Just finished reading Chuck Klosterman’s Eating The Dinosaur. Twice.
It’s not that the prose was so poetic that I had to roll it around my tongue a little longer. It’s not that the thoughts were so pithy that I had to cud-chew it another time to get it down. There was no necessary reason to start back on page one after running my nose through the index. (A good index, perhaps the only index ever where the film Dazed and Confused is followed by an entry for the indomitable dc Talk.) No real reason at all, expect that it sat there, bashful and forlorn, on the back of the toilet. And I was feeling lonely for old friends.

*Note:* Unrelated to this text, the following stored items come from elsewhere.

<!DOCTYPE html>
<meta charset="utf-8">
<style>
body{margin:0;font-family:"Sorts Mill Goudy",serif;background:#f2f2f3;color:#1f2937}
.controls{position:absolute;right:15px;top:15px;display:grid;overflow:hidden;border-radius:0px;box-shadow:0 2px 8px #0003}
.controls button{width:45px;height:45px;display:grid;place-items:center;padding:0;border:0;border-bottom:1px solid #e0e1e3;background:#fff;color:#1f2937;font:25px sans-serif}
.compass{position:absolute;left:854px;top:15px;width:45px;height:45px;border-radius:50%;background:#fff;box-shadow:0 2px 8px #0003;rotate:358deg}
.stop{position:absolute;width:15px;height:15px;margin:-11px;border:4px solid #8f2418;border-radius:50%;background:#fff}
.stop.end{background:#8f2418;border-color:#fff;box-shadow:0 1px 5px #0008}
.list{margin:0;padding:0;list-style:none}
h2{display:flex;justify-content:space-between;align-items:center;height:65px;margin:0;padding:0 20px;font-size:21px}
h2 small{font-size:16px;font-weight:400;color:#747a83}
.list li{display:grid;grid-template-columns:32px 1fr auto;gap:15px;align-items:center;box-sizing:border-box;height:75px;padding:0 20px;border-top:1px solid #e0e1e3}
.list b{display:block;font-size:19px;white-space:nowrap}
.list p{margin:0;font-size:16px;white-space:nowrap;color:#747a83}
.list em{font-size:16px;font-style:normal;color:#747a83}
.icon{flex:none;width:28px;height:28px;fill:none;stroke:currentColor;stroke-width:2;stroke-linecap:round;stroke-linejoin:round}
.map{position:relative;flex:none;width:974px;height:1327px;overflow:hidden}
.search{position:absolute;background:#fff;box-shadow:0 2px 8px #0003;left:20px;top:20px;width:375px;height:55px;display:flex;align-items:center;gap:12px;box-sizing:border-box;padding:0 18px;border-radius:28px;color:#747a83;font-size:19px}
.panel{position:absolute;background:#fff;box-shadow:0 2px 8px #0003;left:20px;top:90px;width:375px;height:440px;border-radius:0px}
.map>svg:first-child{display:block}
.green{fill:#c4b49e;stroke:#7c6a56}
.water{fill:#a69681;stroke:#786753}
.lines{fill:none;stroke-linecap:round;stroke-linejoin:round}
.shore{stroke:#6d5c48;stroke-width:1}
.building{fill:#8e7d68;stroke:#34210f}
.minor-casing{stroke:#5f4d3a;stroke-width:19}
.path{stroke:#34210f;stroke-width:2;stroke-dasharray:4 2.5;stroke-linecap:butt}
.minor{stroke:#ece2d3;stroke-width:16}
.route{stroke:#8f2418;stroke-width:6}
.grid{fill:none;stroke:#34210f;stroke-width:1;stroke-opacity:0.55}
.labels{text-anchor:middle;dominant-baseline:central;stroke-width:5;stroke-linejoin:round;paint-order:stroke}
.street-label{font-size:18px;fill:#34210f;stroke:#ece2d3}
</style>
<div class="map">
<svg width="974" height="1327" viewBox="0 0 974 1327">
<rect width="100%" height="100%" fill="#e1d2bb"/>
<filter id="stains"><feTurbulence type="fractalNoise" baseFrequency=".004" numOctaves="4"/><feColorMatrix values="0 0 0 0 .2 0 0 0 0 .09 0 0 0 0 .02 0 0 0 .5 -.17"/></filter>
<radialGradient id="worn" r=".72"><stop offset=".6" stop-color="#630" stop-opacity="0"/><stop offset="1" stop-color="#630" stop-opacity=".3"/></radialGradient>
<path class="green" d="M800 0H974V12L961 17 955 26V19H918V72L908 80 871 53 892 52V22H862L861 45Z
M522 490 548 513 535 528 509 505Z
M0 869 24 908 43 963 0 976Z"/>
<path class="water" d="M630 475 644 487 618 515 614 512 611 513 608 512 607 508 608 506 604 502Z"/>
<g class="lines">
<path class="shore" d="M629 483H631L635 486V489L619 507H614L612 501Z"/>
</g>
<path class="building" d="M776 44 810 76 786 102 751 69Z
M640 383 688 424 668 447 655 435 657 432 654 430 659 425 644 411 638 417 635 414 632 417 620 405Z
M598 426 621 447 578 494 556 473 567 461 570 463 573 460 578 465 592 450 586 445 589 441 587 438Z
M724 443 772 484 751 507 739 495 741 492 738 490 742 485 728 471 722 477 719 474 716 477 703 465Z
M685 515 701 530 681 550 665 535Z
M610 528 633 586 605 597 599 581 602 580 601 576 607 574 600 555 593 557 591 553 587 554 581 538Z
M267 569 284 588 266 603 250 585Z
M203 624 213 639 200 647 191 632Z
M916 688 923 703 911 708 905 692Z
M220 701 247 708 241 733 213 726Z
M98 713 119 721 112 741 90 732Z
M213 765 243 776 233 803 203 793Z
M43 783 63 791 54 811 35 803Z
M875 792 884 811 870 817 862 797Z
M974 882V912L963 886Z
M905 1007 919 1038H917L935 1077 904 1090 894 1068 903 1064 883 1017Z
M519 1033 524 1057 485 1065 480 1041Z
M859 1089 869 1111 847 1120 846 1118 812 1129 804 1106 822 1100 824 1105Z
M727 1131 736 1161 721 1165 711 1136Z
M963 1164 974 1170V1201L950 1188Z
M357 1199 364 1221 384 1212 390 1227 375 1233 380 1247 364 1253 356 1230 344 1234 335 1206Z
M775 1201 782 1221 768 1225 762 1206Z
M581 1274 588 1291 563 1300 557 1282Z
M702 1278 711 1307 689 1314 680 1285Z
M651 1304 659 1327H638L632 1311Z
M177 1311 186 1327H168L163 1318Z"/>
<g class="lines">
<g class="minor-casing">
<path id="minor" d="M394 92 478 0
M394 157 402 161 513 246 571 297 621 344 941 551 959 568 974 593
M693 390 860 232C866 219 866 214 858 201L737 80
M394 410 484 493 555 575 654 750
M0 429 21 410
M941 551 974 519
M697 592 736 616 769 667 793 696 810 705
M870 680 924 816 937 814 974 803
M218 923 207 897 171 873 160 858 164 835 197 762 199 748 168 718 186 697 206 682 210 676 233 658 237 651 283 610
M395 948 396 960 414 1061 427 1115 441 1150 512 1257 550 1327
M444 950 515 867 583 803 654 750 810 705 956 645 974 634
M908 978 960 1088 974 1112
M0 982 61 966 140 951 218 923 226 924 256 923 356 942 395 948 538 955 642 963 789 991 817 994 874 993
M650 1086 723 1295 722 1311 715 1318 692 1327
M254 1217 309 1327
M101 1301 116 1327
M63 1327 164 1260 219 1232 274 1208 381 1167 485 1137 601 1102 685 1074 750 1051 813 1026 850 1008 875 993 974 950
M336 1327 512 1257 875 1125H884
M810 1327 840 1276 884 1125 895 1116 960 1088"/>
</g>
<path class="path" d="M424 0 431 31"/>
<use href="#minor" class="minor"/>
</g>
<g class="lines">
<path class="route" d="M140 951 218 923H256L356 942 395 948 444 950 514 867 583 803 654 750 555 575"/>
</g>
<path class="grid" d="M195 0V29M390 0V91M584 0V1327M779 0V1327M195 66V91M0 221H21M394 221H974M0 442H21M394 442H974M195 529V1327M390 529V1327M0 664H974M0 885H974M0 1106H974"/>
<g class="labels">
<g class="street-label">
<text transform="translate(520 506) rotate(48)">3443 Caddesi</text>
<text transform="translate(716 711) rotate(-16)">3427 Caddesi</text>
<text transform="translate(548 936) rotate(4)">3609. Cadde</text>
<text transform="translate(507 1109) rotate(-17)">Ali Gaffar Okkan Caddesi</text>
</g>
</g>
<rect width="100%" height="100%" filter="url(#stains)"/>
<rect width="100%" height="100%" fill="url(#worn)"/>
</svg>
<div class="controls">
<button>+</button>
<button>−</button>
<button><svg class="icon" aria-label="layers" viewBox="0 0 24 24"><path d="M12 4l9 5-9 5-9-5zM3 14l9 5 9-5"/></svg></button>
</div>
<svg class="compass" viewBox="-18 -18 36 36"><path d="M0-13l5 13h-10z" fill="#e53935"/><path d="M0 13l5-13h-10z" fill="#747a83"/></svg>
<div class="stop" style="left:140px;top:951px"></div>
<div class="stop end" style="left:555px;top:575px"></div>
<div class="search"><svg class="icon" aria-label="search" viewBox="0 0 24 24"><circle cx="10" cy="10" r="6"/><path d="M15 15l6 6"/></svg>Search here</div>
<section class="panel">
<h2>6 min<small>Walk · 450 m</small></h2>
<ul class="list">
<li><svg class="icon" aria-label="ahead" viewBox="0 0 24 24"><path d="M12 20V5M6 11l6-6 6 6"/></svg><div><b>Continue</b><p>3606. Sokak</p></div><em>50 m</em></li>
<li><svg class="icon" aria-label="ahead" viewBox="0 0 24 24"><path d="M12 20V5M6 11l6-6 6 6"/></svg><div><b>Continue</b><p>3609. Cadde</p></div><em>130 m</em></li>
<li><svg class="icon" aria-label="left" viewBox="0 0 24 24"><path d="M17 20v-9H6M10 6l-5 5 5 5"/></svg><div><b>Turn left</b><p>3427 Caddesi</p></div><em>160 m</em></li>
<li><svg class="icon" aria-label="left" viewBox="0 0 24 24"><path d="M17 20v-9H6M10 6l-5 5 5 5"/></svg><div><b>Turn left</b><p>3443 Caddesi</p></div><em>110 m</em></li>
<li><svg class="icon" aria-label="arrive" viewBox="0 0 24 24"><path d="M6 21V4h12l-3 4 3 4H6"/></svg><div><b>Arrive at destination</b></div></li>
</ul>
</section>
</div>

Klosterman and I go way back, having spent lots of quality time in both Akron and the Dakotas discussing the same records, reading the same magazines, and catching the same bands. This relationship would be much more interesting if we’d ever met. As far as I know, our circles never crossed, though there’s probably very few Kevin Bacon Degrees between us.
Despite these gaps of a few years and a few miles, I’m sure he would have fit right in, dueling with lubricated wits against my coterie of friendly savants. These were mighty men of great wisdom. Titans who once ruled over the whims of popular opinion, before the current age, before the Strokes heard Television and unleashed the Tyranny of the Hipster upon us all.
I miss those all-nighters in 24-hour diners analyzing the misheard mutterings of rockstars. Eating The Dinosaur could have been plucked from any of those conversations: Spinning theories going nowhere, but making the journey a more interesting place to be.